───── DATA EXTRACT ─────
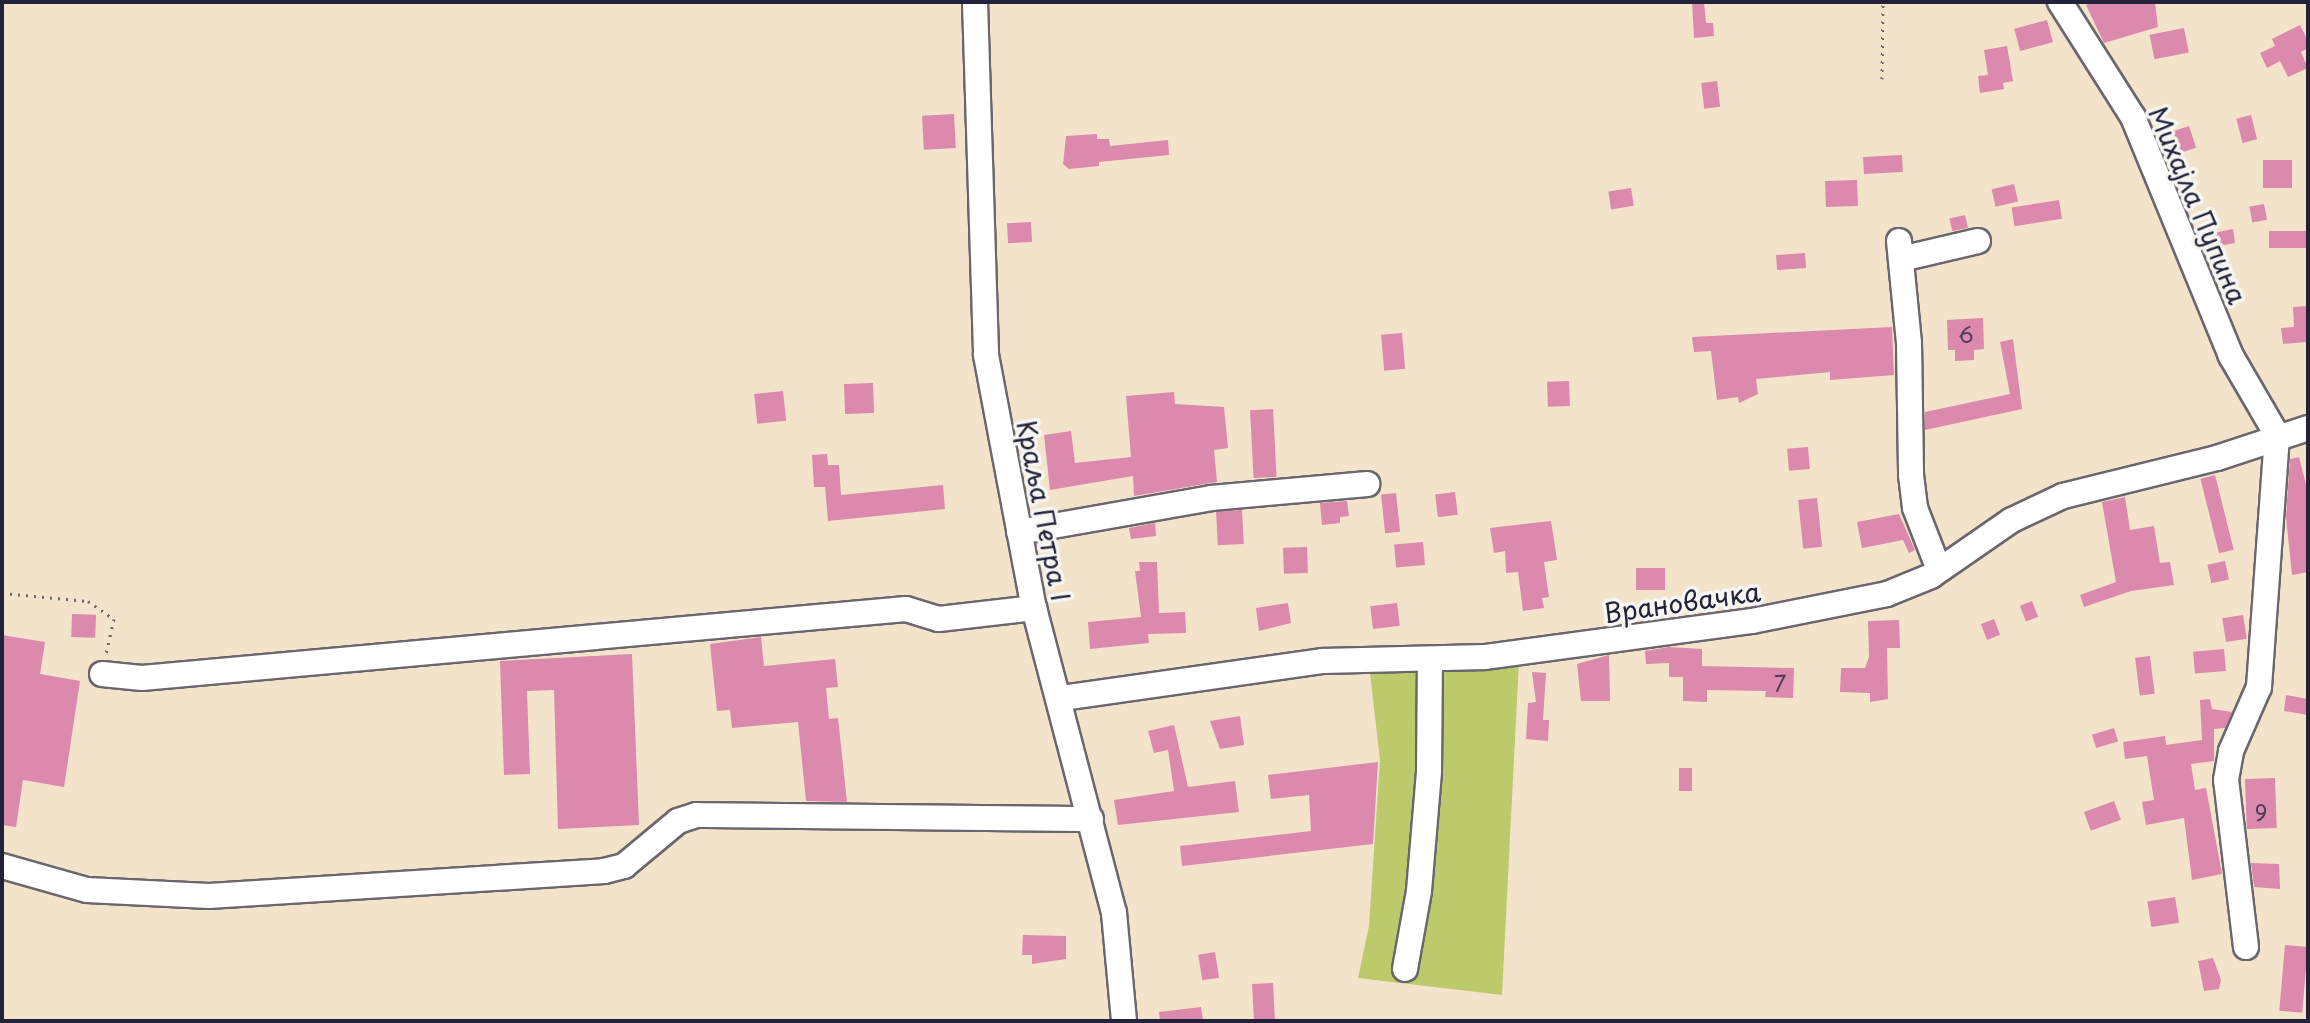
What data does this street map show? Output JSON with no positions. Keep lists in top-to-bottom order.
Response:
{
  "streets": {
    "street": ["Михајла Пупина", "Краља Петра I", "Врановачка"]
  },
  "crossings": [
    ["Михајла Пупина", "Врановачка"],
    ["Краља Петра I", "Врановачка"]
  ],
  "house_numbers": ["6", "7", "9"]
}
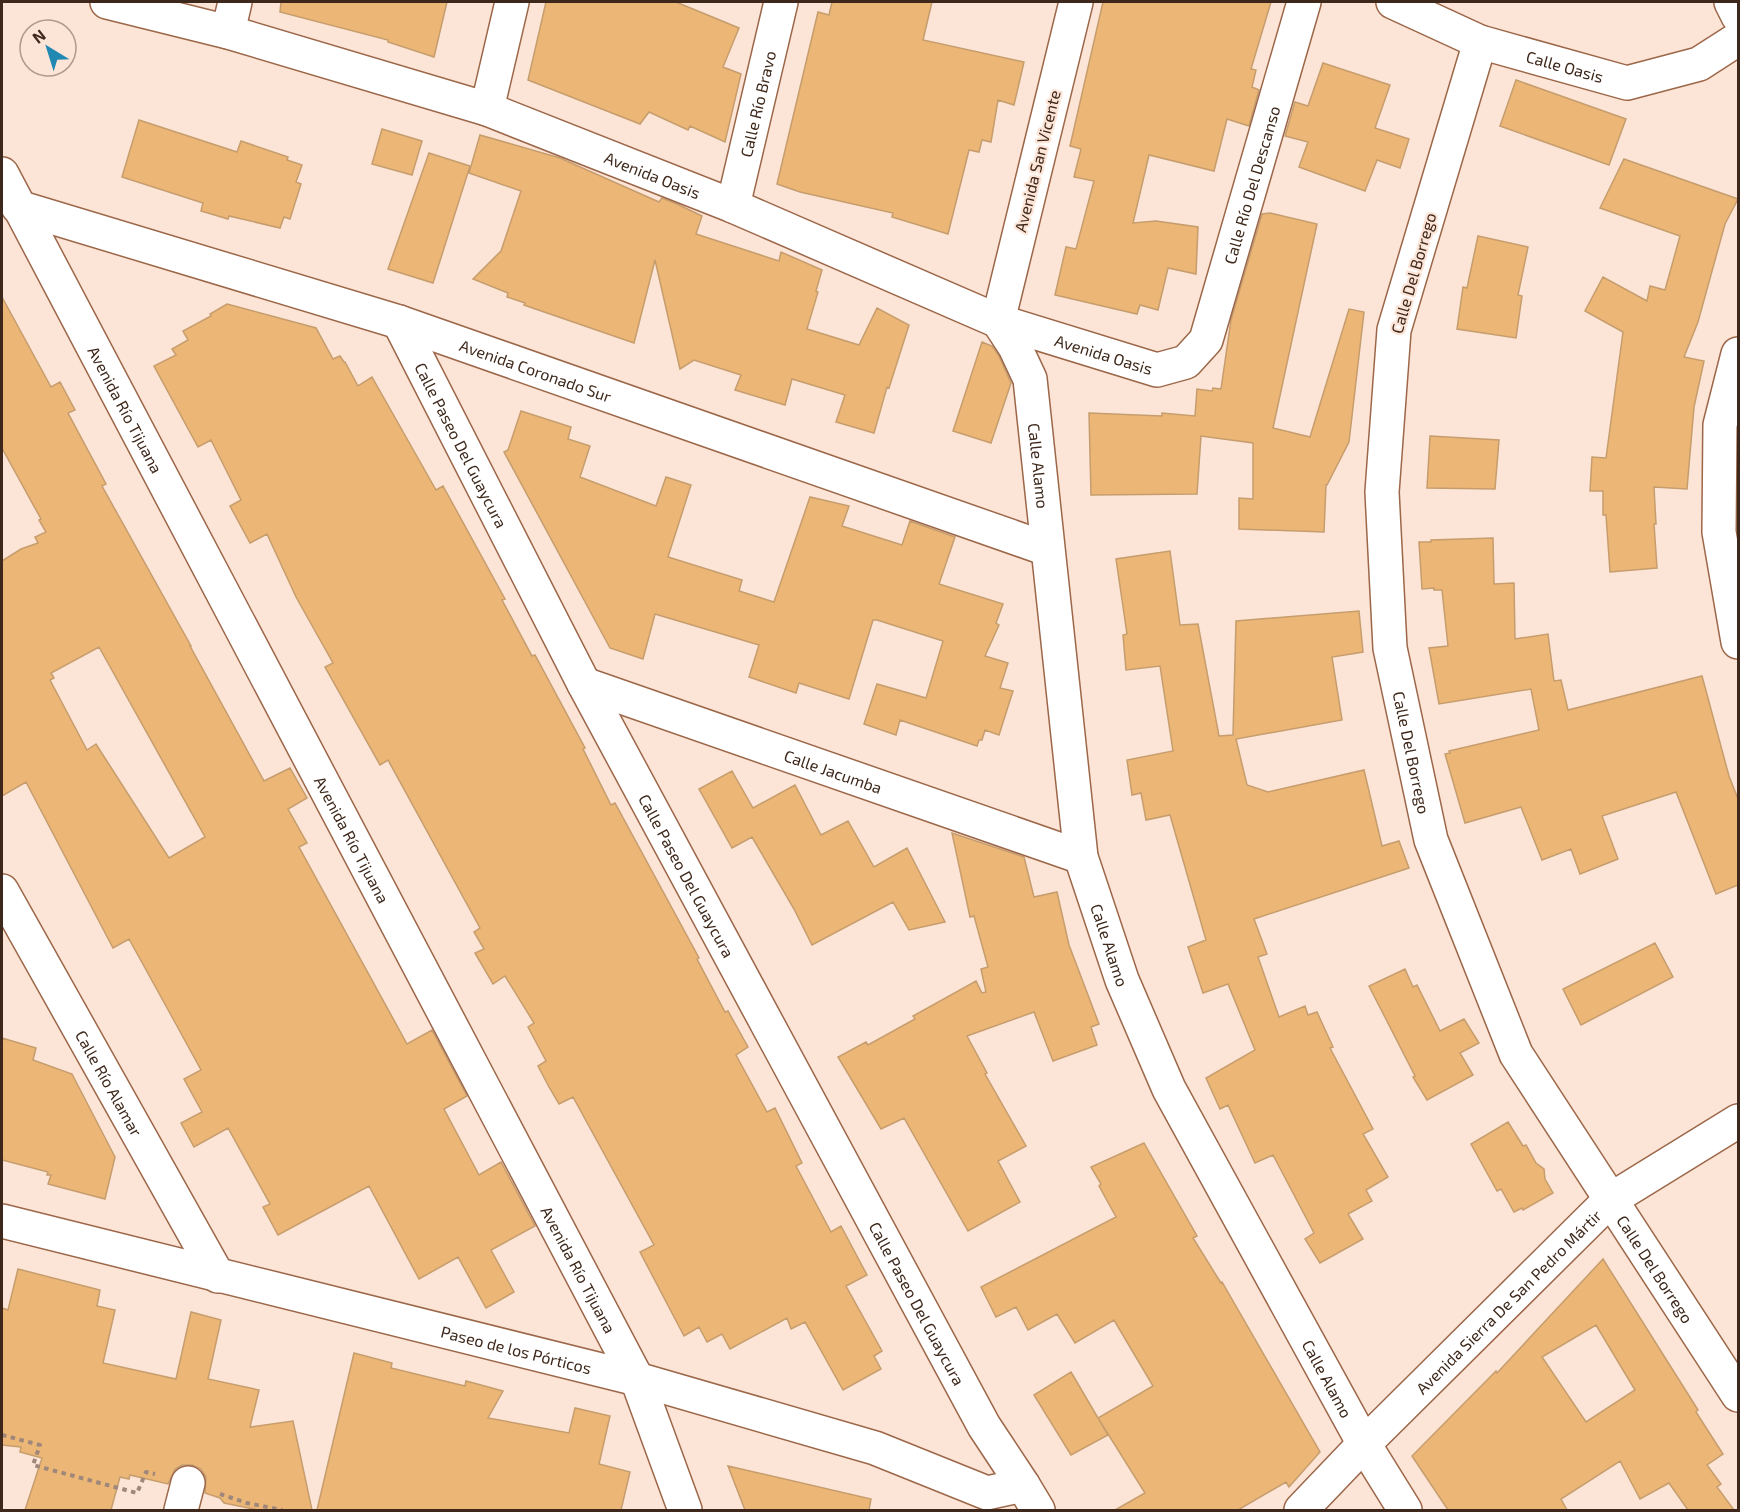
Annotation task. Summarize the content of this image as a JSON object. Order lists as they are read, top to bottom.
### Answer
─────
AIM OF THE TASK: Taking the line containing "Annotation task. Summarize" as the first, please return it and every line after it through the end of the entries, exactly and only those.

OUTPUT BELOW:
Annotation task. Summarize the content of this image as a JSON object. Order lists as they are read, top to bottom.
### Answer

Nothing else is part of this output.